▸ WHAT YOU WILL DO
Every line below containing the word "solid" should be found and copied.

▸ SOURCE INFORMATION
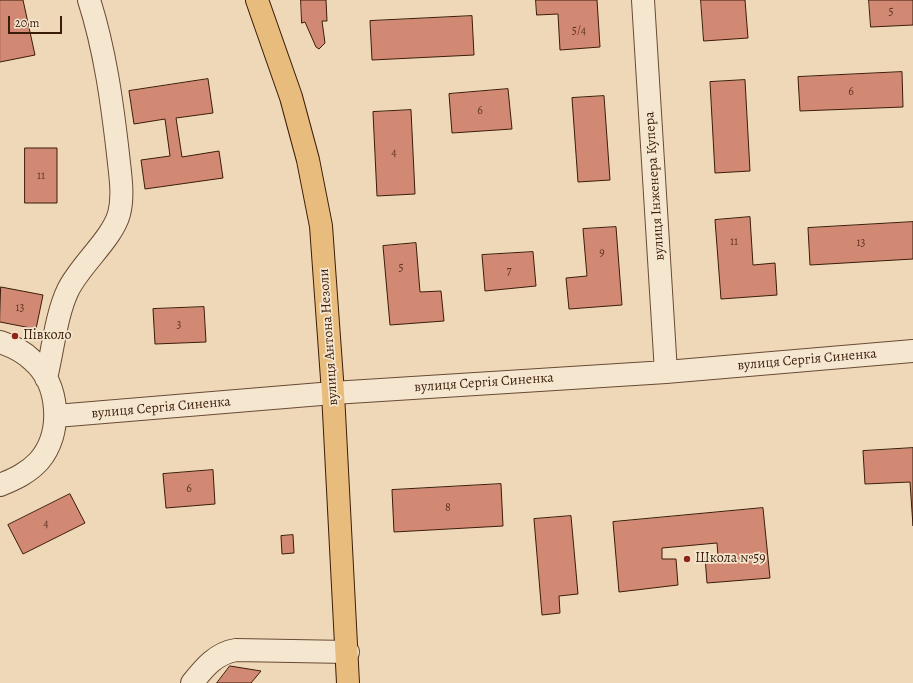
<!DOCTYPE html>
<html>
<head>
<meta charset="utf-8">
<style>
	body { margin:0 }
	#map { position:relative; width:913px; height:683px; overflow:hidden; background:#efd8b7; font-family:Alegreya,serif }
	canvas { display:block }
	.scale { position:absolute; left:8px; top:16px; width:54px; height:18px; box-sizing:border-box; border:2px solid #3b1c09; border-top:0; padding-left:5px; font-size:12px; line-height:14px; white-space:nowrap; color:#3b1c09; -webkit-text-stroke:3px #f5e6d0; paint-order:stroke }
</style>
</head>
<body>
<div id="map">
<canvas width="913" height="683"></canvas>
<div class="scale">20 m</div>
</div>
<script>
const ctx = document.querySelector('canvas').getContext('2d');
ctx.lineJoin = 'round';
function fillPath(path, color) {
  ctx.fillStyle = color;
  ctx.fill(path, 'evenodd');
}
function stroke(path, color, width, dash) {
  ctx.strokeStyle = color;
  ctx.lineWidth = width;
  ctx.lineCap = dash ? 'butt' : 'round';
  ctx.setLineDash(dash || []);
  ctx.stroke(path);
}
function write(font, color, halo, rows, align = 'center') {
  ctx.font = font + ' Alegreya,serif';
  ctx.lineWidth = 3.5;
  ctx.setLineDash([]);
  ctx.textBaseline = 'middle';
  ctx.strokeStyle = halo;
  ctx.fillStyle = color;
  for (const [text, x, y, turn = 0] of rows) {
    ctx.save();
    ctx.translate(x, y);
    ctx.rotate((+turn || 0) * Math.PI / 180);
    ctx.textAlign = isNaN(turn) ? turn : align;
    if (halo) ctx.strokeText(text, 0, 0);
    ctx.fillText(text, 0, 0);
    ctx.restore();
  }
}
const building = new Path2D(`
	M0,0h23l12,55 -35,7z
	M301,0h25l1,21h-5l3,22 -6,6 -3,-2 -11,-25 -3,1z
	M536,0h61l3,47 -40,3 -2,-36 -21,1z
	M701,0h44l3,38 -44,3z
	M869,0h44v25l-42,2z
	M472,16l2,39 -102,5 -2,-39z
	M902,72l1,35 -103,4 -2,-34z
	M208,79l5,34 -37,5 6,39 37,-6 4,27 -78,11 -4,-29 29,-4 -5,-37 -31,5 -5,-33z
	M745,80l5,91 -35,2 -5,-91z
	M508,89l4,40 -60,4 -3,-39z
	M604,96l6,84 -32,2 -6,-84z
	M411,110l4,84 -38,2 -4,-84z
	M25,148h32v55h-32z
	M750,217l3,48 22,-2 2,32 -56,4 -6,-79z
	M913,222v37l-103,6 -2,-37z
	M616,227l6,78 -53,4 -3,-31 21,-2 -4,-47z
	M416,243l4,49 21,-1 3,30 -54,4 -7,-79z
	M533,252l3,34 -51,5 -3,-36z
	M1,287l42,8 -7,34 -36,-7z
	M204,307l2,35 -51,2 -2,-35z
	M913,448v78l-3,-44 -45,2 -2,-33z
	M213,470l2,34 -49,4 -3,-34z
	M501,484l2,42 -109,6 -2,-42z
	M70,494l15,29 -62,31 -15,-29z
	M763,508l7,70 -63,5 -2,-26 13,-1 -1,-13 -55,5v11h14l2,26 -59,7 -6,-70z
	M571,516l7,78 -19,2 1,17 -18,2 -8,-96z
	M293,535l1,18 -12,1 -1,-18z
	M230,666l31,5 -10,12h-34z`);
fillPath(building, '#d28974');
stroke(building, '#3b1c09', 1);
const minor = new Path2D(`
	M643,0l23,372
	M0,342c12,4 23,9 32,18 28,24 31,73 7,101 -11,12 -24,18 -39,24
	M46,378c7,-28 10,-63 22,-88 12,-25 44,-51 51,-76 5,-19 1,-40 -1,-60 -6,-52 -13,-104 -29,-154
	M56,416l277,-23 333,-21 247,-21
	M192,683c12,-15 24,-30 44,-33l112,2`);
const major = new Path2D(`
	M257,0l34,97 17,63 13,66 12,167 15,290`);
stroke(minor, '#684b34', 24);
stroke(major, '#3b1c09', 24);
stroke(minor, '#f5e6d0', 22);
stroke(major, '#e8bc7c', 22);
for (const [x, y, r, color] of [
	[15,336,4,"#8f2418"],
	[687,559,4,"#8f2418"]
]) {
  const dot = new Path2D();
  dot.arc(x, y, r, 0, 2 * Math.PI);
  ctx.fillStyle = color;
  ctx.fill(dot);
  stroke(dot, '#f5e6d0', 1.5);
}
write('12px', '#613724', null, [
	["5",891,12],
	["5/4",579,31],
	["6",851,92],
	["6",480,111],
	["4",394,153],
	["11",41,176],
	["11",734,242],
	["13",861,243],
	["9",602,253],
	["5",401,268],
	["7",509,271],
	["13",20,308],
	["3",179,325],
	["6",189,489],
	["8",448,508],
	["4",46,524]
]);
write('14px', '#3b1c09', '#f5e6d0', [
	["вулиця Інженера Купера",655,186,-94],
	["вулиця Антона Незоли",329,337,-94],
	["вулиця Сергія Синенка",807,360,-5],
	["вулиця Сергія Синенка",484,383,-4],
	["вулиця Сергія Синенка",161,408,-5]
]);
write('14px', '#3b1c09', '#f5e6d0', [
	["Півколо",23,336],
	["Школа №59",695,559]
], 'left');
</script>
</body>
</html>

---

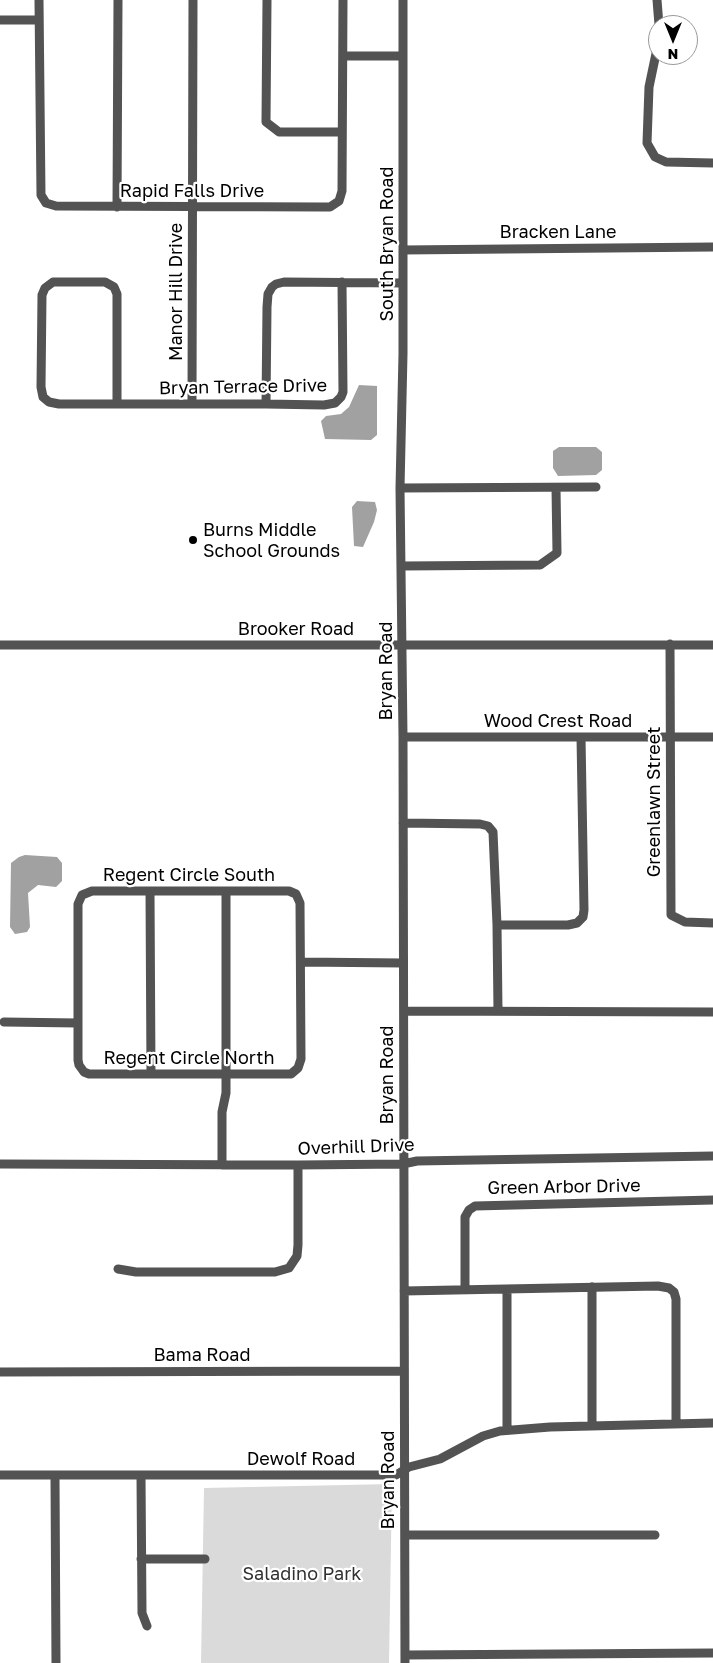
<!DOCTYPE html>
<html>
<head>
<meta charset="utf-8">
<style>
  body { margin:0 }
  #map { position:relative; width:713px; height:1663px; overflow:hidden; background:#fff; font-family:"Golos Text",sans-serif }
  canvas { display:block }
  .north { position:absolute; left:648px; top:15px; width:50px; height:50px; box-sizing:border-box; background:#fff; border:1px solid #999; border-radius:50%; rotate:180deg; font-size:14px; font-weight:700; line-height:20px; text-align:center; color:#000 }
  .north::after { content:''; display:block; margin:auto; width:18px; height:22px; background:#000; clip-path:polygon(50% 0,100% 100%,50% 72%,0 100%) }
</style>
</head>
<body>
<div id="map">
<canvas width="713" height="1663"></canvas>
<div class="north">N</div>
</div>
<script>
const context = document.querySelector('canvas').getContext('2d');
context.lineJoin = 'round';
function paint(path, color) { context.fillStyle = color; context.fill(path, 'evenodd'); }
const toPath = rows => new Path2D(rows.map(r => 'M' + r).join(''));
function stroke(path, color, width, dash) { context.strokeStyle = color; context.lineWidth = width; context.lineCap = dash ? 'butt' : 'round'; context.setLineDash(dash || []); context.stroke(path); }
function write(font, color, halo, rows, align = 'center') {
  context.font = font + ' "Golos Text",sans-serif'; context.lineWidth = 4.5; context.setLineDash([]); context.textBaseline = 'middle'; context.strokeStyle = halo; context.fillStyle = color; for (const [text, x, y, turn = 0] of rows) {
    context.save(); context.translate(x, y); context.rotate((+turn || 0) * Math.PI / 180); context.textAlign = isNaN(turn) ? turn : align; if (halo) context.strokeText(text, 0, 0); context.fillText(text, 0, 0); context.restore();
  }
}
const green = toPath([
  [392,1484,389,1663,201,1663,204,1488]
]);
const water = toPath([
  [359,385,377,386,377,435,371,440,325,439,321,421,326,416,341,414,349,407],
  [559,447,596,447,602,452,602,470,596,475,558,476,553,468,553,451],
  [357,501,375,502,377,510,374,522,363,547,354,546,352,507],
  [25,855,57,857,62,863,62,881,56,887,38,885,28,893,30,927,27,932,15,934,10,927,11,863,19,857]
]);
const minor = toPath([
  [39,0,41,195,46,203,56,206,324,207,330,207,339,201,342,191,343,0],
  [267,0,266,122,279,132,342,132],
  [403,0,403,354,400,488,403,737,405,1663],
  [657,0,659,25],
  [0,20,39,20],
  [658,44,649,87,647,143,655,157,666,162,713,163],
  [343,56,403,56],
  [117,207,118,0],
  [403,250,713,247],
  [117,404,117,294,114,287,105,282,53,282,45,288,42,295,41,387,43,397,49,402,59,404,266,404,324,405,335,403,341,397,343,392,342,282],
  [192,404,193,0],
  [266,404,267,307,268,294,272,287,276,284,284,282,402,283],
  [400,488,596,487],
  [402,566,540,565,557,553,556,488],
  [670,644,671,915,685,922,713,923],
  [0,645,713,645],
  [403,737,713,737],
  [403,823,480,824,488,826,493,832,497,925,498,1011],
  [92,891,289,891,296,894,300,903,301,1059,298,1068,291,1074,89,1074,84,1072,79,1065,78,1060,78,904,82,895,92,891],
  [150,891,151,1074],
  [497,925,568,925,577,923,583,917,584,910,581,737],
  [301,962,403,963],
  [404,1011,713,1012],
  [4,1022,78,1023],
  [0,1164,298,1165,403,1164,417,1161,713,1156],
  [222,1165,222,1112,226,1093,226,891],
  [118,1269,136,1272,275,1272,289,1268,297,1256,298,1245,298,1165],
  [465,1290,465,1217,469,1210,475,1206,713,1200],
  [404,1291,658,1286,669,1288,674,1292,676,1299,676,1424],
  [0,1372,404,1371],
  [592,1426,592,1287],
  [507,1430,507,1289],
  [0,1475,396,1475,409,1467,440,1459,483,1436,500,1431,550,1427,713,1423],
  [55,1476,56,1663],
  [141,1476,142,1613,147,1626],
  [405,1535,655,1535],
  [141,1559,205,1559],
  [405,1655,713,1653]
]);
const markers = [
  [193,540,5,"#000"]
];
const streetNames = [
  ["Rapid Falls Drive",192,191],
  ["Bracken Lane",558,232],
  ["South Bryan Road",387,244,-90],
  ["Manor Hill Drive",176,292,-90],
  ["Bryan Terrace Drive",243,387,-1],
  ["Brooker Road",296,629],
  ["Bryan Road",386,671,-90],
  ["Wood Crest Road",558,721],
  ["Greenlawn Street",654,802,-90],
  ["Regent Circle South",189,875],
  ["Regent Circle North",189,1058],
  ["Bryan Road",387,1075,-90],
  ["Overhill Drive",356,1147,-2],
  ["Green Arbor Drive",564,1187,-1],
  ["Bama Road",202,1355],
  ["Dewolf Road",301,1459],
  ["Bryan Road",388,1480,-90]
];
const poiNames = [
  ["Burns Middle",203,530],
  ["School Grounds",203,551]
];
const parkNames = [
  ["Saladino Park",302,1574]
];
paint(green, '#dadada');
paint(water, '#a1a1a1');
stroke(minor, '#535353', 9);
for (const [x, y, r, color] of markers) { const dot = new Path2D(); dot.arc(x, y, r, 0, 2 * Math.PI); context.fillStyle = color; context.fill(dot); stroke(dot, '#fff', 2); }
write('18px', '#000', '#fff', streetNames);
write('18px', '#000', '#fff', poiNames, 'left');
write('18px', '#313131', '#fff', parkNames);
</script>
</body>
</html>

▸ RESPONSE TO THIS EXERCISE
	.scale { position:absolute; left:8px; top:16px; width:54px; height:18px; box-sizing:border-box; border:2px solid #3b1c09; border-top:0; padding-left:5px; font-size:12px; line-height:14px; white-space:nowrap; color:#3b1c09; -webkit-text-stroke:3px #f5e6d0; paint-order:stroke }
  .north { position:absolute; left:648px; top:15px; width:50px; height:50px; box-sizing:border-box; background:#fff; border:1px solid #999; border-radius:50%; rotate:180deg; font-size:14px; font-weight:700; line-height:20px; text-align:center; color:#000 }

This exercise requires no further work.